=== Material provided ===

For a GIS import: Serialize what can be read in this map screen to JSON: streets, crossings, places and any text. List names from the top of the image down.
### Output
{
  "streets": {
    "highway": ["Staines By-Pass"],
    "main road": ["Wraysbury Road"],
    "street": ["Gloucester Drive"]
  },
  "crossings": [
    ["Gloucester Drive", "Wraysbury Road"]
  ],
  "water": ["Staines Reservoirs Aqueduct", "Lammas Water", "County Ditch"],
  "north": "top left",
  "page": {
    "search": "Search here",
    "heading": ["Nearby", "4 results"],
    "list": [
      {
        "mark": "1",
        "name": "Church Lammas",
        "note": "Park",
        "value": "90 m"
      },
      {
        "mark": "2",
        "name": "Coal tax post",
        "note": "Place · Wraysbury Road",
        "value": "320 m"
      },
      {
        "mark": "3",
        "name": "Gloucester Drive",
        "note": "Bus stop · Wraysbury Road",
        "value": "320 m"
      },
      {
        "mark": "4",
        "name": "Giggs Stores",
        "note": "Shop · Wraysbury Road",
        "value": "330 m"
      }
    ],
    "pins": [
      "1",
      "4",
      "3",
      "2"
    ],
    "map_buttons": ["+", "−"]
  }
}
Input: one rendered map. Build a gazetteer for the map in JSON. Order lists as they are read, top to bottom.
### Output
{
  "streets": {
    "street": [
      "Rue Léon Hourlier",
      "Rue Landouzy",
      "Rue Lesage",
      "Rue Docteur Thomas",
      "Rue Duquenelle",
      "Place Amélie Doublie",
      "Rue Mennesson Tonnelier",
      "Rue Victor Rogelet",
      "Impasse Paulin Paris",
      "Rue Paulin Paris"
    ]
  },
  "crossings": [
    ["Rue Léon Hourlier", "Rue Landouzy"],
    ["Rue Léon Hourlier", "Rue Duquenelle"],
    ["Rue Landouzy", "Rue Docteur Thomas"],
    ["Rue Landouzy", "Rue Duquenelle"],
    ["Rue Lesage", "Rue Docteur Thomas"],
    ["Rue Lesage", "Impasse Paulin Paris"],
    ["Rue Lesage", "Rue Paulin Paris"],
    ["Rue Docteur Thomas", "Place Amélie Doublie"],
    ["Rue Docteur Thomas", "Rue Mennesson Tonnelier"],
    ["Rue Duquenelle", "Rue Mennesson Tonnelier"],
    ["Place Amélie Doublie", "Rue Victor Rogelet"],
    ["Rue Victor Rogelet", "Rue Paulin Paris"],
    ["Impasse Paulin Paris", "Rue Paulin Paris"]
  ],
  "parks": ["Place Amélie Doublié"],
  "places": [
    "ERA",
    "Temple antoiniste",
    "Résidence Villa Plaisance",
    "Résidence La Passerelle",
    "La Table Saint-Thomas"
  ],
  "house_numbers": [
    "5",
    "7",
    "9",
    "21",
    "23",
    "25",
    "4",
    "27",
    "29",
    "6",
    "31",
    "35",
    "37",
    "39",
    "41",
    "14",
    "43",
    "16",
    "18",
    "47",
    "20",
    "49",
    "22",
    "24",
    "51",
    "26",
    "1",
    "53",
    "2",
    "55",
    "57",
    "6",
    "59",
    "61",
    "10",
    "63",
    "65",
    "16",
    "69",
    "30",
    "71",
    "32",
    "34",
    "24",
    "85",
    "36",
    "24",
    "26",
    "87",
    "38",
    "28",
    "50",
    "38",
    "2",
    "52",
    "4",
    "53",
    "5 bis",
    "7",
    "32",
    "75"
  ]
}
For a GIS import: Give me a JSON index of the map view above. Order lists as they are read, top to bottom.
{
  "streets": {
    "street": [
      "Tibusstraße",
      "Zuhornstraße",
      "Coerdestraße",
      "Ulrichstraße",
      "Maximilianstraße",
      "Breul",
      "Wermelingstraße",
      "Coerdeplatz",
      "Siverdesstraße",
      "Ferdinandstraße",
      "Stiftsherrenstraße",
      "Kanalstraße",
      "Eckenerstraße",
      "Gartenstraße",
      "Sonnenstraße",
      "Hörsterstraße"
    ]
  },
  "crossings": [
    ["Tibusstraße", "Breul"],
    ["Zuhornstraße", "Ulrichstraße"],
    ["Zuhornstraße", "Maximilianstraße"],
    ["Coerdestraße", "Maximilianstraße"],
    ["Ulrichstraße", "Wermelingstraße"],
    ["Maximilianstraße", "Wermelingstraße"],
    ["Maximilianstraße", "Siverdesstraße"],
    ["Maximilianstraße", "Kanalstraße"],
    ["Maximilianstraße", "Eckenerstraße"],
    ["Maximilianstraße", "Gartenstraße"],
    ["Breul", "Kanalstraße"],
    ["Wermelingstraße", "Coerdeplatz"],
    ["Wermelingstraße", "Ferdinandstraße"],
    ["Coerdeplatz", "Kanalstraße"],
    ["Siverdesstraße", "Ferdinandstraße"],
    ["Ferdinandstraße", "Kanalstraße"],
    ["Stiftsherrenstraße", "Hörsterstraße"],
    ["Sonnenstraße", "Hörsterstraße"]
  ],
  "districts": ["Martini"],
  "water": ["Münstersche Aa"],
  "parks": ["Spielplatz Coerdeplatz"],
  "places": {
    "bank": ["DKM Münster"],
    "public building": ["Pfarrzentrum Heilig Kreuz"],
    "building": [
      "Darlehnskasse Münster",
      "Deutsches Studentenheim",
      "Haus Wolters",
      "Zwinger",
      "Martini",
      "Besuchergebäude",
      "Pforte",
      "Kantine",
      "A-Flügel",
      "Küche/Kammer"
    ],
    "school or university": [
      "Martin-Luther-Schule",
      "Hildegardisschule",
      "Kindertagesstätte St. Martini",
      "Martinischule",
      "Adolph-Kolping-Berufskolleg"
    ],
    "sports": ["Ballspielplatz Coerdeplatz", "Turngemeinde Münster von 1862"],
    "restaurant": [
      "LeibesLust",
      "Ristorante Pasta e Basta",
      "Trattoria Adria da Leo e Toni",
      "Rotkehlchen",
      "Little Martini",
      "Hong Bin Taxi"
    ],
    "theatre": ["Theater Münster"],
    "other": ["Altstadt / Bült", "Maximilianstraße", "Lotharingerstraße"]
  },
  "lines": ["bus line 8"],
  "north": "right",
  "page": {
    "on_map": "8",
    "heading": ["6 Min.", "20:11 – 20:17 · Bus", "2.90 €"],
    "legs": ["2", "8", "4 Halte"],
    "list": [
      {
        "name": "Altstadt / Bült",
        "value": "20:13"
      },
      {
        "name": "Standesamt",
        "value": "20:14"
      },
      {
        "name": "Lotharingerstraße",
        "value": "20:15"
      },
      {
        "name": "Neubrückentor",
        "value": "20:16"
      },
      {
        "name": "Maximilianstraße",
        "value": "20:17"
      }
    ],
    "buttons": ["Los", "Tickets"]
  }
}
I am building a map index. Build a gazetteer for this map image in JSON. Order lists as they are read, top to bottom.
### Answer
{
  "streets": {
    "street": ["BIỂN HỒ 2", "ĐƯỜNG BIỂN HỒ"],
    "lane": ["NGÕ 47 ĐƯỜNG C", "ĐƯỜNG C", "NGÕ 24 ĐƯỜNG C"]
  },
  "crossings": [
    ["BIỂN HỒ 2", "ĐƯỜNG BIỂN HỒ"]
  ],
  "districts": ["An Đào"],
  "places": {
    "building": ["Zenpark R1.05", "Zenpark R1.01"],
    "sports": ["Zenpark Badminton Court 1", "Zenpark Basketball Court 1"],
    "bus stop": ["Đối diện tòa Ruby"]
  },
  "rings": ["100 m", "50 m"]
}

===

[Exercise requirements]: Retrieve each line from the records above where the word "districts" occurs.

[Result]:
  "districts": ["Martini"],
  "districts": ["An Đào"],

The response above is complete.